Saved entries
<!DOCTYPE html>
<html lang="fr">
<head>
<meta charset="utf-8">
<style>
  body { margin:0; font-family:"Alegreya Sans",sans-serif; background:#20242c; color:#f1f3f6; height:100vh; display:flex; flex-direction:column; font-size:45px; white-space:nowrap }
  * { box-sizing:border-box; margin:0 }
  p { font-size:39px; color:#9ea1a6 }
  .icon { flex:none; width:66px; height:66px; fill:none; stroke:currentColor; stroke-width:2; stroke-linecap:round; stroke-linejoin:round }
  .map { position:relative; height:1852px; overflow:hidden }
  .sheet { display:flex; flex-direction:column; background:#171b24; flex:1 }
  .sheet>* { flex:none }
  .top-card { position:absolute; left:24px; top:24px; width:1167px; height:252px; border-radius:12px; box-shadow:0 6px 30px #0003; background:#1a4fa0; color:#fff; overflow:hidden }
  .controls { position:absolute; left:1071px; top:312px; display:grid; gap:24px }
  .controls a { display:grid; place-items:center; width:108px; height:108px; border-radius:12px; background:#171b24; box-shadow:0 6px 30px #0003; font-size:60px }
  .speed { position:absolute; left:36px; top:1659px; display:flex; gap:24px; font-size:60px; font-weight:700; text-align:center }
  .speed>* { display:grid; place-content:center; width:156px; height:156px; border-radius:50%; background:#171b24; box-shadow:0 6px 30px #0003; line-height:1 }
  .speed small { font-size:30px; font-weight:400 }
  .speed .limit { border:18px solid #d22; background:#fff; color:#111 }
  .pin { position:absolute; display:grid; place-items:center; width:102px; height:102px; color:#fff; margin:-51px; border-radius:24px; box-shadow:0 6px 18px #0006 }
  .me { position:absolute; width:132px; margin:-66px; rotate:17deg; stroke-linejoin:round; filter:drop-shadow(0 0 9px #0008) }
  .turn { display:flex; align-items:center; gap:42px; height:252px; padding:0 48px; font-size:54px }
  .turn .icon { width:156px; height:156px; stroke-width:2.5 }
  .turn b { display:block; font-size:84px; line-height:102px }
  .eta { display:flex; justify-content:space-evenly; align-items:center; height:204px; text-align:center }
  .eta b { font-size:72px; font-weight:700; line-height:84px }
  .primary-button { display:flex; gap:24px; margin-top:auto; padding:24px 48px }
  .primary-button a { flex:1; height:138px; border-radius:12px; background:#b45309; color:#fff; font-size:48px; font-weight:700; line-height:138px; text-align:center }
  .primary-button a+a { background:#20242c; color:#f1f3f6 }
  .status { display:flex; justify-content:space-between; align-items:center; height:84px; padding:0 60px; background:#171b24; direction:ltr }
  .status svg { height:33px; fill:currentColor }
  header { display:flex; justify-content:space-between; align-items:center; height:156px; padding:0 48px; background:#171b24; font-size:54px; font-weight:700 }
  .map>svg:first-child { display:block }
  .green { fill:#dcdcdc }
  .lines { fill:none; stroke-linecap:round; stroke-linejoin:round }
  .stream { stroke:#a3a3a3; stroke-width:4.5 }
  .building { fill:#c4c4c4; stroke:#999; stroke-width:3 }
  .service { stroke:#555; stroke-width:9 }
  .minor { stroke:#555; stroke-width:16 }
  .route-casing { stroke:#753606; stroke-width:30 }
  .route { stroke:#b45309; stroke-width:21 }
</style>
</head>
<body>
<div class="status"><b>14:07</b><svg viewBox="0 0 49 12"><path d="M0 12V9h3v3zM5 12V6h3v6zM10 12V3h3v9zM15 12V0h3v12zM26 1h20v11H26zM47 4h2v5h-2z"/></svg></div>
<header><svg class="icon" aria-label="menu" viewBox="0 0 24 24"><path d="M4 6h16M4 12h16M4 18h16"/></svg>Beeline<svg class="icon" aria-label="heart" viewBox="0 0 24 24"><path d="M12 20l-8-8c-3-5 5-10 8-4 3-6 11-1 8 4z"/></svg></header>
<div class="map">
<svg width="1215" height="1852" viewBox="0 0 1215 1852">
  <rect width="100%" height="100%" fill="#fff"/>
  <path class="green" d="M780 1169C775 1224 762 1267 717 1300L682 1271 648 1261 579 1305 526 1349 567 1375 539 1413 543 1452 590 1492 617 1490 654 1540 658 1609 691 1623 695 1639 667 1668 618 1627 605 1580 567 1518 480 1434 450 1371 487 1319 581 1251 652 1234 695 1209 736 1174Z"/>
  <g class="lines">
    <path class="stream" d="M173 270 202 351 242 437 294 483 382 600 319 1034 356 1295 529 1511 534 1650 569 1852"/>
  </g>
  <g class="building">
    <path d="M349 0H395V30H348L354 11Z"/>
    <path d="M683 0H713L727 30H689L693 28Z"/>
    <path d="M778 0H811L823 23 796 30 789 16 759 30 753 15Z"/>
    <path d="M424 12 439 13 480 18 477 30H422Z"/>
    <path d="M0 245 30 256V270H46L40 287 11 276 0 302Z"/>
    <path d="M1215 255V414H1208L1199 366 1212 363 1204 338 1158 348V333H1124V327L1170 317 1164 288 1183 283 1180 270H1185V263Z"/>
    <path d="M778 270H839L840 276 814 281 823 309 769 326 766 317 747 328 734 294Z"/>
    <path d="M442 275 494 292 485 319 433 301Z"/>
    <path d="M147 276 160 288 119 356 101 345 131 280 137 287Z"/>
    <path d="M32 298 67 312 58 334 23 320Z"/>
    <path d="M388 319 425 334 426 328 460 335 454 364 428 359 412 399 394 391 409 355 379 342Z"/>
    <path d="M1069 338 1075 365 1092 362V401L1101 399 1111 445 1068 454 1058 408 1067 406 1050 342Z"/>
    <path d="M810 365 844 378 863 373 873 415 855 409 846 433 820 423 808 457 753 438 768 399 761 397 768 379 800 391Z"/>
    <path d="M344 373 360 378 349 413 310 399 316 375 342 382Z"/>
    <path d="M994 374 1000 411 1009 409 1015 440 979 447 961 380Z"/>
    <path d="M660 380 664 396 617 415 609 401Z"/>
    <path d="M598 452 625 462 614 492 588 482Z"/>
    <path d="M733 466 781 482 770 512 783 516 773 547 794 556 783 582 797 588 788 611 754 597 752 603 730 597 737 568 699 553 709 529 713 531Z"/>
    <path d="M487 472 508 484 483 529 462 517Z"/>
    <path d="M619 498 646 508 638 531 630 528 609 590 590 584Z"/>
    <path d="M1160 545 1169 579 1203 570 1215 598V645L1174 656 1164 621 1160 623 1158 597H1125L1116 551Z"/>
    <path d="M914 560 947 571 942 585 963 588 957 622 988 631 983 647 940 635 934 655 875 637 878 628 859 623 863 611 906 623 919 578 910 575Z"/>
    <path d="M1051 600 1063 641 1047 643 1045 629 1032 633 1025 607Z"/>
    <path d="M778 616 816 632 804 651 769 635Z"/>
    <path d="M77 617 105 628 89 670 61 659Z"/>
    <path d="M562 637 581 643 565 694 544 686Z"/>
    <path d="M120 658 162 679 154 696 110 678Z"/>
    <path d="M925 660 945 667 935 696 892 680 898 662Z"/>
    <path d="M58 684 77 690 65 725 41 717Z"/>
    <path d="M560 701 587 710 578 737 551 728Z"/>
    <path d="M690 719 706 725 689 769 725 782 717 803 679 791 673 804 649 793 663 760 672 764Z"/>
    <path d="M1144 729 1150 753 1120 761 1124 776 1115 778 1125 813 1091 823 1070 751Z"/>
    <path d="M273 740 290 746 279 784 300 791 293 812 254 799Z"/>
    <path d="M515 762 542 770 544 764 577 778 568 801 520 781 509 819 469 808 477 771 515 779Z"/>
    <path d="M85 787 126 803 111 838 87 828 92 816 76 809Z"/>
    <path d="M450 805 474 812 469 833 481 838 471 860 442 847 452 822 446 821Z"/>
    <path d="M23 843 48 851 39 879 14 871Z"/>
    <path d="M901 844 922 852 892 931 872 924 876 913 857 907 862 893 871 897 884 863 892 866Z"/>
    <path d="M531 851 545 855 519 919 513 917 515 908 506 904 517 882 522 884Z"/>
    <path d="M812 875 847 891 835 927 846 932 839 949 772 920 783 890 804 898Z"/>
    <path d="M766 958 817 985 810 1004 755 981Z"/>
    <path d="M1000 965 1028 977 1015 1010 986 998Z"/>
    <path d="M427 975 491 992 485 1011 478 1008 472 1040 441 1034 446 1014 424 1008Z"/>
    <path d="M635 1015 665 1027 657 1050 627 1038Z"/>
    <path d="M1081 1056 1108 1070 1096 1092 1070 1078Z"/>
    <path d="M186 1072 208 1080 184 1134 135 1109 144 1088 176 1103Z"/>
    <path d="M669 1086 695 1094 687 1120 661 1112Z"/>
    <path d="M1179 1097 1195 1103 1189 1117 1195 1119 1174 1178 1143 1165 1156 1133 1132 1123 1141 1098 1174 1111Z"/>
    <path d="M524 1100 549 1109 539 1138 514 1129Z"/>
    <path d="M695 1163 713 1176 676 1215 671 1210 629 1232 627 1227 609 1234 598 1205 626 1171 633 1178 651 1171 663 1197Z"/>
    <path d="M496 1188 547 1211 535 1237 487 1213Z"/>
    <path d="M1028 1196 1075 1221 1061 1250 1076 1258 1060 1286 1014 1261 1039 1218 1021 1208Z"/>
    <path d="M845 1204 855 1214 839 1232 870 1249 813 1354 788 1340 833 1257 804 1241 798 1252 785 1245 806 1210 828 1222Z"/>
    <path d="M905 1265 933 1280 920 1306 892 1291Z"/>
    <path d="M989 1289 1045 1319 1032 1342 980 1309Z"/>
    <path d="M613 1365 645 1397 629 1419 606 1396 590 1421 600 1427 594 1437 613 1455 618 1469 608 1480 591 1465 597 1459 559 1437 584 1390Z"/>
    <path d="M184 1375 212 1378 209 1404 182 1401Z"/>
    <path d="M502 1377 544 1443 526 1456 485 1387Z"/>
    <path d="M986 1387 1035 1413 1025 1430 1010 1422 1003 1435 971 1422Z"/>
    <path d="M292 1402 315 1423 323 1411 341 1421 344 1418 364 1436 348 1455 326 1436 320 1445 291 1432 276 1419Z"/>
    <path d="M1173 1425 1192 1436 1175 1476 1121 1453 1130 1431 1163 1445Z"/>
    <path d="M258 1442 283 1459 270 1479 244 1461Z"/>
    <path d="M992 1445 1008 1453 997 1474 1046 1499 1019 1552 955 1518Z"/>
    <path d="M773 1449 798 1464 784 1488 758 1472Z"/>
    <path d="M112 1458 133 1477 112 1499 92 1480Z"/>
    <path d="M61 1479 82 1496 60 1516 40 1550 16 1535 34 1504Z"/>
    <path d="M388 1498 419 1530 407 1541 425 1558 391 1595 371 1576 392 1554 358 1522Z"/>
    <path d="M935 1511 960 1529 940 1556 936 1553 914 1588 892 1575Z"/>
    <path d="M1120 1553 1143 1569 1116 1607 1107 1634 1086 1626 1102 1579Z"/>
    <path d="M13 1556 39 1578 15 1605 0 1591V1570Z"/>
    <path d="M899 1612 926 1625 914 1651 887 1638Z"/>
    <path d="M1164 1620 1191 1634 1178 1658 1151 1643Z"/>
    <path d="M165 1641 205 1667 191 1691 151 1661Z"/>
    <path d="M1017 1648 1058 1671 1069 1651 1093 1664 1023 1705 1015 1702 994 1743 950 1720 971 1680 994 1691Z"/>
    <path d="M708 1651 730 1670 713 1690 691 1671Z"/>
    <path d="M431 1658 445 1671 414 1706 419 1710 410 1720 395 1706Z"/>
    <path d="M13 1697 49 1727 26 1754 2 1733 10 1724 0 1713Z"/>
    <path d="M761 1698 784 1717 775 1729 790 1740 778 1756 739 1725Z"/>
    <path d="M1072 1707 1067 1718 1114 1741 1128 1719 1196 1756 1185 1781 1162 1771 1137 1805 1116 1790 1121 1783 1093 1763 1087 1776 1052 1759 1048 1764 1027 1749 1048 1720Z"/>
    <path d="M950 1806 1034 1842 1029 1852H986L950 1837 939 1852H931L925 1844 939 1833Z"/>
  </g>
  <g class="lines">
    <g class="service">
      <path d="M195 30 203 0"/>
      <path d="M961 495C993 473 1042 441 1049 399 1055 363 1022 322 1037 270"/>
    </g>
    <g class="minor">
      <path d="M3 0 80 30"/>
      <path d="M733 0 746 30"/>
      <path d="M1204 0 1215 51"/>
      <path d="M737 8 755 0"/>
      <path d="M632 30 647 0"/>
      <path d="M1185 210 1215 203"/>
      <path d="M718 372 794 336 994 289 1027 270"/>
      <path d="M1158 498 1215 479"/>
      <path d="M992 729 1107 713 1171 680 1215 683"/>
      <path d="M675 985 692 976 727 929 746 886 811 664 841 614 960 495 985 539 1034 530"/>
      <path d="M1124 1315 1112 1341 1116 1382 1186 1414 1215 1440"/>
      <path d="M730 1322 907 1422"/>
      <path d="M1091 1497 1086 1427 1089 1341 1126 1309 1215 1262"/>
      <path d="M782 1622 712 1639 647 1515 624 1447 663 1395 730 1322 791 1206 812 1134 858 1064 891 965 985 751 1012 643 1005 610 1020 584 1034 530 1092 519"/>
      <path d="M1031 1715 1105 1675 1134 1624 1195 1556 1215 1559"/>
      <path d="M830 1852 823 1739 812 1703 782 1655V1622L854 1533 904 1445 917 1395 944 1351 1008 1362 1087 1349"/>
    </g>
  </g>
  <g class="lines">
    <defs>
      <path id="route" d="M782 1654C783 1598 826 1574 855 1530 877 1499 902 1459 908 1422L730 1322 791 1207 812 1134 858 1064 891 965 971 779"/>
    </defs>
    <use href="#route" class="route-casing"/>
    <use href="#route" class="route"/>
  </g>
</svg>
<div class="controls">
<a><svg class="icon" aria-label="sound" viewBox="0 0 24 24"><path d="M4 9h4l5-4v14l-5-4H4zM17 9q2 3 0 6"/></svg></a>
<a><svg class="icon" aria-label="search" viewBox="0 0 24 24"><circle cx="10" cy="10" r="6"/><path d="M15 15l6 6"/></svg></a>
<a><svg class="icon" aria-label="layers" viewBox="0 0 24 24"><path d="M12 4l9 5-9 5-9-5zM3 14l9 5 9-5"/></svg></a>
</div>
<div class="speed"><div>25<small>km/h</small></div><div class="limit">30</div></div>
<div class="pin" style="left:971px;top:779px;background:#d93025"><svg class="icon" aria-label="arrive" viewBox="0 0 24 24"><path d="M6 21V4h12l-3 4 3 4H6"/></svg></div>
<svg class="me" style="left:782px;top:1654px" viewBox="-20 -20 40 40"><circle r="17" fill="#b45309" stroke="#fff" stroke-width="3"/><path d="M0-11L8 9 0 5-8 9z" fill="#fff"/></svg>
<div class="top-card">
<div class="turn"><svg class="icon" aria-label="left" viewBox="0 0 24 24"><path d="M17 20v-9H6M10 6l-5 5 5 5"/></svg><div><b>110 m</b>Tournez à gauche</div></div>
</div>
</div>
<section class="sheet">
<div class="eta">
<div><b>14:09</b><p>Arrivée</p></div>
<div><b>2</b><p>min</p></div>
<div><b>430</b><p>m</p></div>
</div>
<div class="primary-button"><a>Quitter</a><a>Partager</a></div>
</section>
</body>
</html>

* **What is being asked**
Produce an exact copy of the lines from the one containing "<div><b>14:09</b><p>Arrivée</p></div>" through the final line of the data, both ends included, and only those.

* **Solution to this task**
<div><b>14:09</b><p>Arrivée</p></div>
<div><b>2</b><p>min</p></div>
<div><b>430</b><p>m</p></div>
</div>
<div class="primary-button"><a>Quitter</a><a>Partager</a></div>
</section>
</body>
</html>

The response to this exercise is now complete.